What happens when “a dating app for the curious” — one that welcomes users who are into polyamory, nonmonogamy, voyeurism and kinks of all kinds — is practically unusable for an entire weekend? What happens, in other words, to a threesome deferred?
After months of buildup, the dating app Feeld debuted a splashy new look on Friday. “Everything’s new, from back end to front end, plus an entirely novel look and feel,” the company said in a statement announcing the redesigned platform. “Re-enter the new Feeld.”
However, what was waiting for users, many of them paying members, was a flurry of technical issues that kept many from being able to log in, view likes, and read and respond to messages. Some users described more serious issues, such as having their private profiles become publicly visible in spite of their preferences. Nearly a week after the rocky rollout, Feeld was still contending with these technical problems, according to the company, which said that it had fixed many of the “initial issues.”
“Our entire team is working around the clock to resolve the situation with speed,” Ana Kirova, Feeld’s chief executive, said in a statement to The New York Times on Tuesday. “And, although we cannot share a definitive timeline right now, this is our sole priority at the moment in order to meet our community’s needs.”
According to many accounts posted on social media, the app was functionally useless for much of the weekend and into the following week. So, what sort of romantic connections were snuffed out in those dark hours when Feeld was out to pasture?
“I messaged someone just before the update and then I was like, ‘Ugh, this is such bad timing,’” Frank Rodriguez, who lives in Philadelphia, said in a phone interview. He was able to see his direct messages after the update, but given the widespread issues, he wasn’t sure what to make of his unanswered messages: technical difficulties, or a lack of interest?
Mr. Rodriguez, 33, described the woman he was messaging before the app updated as “a cute girl.”
“She just seemed cool,” he said.
As did many others, Mr. Rodriguez took to social media to air his grievances about the changes and bugs. Some demanded compensation or prorated refunds for the days the app was experiencing issues. Others lamented missed connections and disrupted date plans, with one user complaining pointedly that Feeld “messed up” a threesome he had in the works.

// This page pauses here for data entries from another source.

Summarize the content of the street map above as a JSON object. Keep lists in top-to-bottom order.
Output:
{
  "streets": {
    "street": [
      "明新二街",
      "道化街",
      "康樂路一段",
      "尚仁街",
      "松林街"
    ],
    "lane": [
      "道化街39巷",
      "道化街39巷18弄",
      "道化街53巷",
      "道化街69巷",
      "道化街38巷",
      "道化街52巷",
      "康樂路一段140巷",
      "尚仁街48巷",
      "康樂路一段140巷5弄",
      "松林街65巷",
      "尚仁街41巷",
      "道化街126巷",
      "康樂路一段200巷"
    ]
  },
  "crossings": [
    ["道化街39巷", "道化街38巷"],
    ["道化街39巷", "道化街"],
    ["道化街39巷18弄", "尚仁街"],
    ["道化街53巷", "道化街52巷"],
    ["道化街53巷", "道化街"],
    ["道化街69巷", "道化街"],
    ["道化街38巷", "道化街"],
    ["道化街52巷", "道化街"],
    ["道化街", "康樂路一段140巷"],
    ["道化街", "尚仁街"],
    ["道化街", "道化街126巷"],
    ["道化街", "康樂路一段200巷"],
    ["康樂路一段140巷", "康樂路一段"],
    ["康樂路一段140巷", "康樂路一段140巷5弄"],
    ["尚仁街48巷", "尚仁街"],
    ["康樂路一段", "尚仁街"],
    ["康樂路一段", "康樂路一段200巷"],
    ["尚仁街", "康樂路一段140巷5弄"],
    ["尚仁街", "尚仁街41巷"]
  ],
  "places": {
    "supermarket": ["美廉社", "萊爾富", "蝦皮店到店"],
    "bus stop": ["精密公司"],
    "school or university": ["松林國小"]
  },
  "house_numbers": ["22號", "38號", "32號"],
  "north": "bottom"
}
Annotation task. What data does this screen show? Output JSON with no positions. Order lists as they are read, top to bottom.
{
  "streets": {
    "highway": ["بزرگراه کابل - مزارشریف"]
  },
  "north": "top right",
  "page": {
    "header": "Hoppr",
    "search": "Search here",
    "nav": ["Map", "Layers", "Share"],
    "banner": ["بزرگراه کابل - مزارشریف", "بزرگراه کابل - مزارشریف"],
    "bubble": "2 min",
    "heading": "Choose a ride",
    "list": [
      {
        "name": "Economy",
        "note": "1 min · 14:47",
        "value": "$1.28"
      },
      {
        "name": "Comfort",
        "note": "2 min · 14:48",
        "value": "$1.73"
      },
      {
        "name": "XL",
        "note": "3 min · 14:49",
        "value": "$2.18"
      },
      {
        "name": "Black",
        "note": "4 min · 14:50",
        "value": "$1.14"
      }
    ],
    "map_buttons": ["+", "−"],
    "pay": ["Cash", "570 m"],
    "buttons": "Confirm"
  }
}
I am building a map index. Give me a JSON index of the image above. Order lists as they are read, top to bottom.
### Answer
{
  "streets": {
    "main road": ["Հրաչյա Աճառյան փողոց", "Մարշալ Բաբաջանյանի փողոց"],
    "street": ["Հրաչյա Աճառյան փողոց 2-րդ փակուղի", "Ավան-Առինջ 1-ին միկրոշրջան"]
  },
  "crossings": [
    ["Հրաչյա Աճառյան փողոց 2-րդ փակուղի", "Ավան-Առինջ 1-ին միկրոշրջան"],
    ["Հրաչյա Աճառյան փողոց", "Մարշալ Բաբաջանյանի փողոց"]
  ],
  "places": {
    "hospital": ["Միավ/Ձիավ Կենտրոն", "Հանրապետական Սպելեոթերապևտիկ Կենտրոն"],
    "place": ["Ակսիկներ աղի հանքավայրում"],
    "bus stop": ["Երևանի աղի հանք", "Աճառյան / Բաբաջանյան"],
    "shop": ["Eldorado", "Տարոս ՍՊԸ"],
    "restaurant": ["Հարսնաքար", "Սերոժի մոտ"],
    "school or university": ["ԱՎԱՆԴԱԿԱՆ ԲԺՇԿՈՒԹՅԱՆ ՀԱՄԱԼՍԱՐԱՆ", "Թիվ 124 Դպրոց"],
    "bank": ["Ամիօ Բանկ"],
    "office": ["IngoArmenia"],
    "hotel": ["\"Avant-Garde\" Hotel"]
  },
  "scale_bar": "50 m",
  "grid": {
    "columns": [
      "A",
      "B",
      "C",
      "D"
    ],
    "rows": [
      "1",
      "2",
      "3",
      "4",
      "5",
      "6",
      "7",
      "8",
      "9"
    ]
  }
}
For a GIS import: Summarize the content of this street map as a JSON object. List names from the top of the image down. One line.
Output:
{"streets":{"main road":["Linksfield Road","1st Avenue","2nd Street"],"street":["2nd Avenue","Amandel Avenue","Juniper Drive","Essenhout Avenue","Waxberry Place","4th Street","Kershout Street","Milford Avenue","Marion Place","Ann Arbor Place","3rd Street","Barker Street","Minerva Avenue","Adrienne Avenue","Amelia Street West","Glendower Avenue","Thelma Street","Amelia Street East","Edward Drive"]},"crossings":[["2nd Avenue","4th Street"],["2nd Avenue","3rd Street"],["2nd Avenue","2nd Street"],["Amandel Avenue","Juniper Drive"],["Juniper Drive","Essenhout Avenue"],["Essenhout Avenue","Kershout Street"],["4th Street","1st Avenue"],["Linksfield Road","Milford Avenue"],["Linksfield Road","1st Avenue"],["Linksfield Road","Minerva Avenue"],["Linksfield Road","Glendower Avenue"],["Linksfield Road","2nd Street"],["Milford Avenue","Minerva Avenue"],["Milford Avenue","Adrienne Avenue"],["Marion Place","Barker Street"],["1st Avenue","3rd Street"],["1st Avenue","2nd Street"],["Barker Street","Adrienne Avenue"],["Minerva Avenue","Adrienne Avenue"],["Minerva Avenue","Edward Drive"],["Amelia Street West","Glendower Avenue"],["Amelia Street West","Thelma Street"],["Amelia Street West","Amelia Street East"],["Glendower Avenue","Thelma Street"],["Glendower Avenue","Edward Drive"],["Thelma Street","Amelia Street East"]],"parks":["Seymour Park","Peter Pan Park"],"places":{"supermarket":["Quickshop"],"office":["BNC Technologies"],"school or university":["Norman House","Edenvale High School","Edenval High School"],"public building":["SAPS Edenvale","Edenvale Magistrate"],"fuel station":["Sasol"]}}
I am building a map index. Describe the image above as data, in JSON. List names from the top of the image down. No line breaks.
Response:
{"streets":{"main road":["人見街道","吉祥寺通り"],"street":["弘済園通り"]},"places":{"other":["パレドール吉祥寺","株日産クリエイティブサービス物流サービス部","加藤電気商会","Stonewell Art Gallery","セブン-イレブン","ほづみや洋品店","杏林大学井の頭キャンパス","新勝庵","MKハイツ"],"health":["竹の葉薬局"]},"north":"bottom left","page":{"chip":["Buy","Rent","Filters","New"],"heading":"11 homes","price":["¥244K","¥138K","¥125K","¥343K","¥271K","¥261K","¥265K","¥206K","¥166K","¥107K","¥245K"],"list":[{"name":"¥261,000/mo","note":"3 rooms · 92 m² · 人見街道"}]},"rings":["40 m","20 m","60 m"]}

“I’m still waiting for her to log back in and realize the app is working again,” the person posted on X, punctuating his message with the side-eye emoji.
As a new week dawned, users were still having trouble using the app. “I straight up have not been able to interact with anything in the app since the update,” one user wrote on Reddit. “Can’t like or dislike anyone, can’t even choose to log out.”
“The app is basically just taking up space on my Home Screen now,” he added.
Fortunately for James Heck, a dentist in Asheville, N.C., he had already exchanged contact information with the two people he was messaging on the app before things went south.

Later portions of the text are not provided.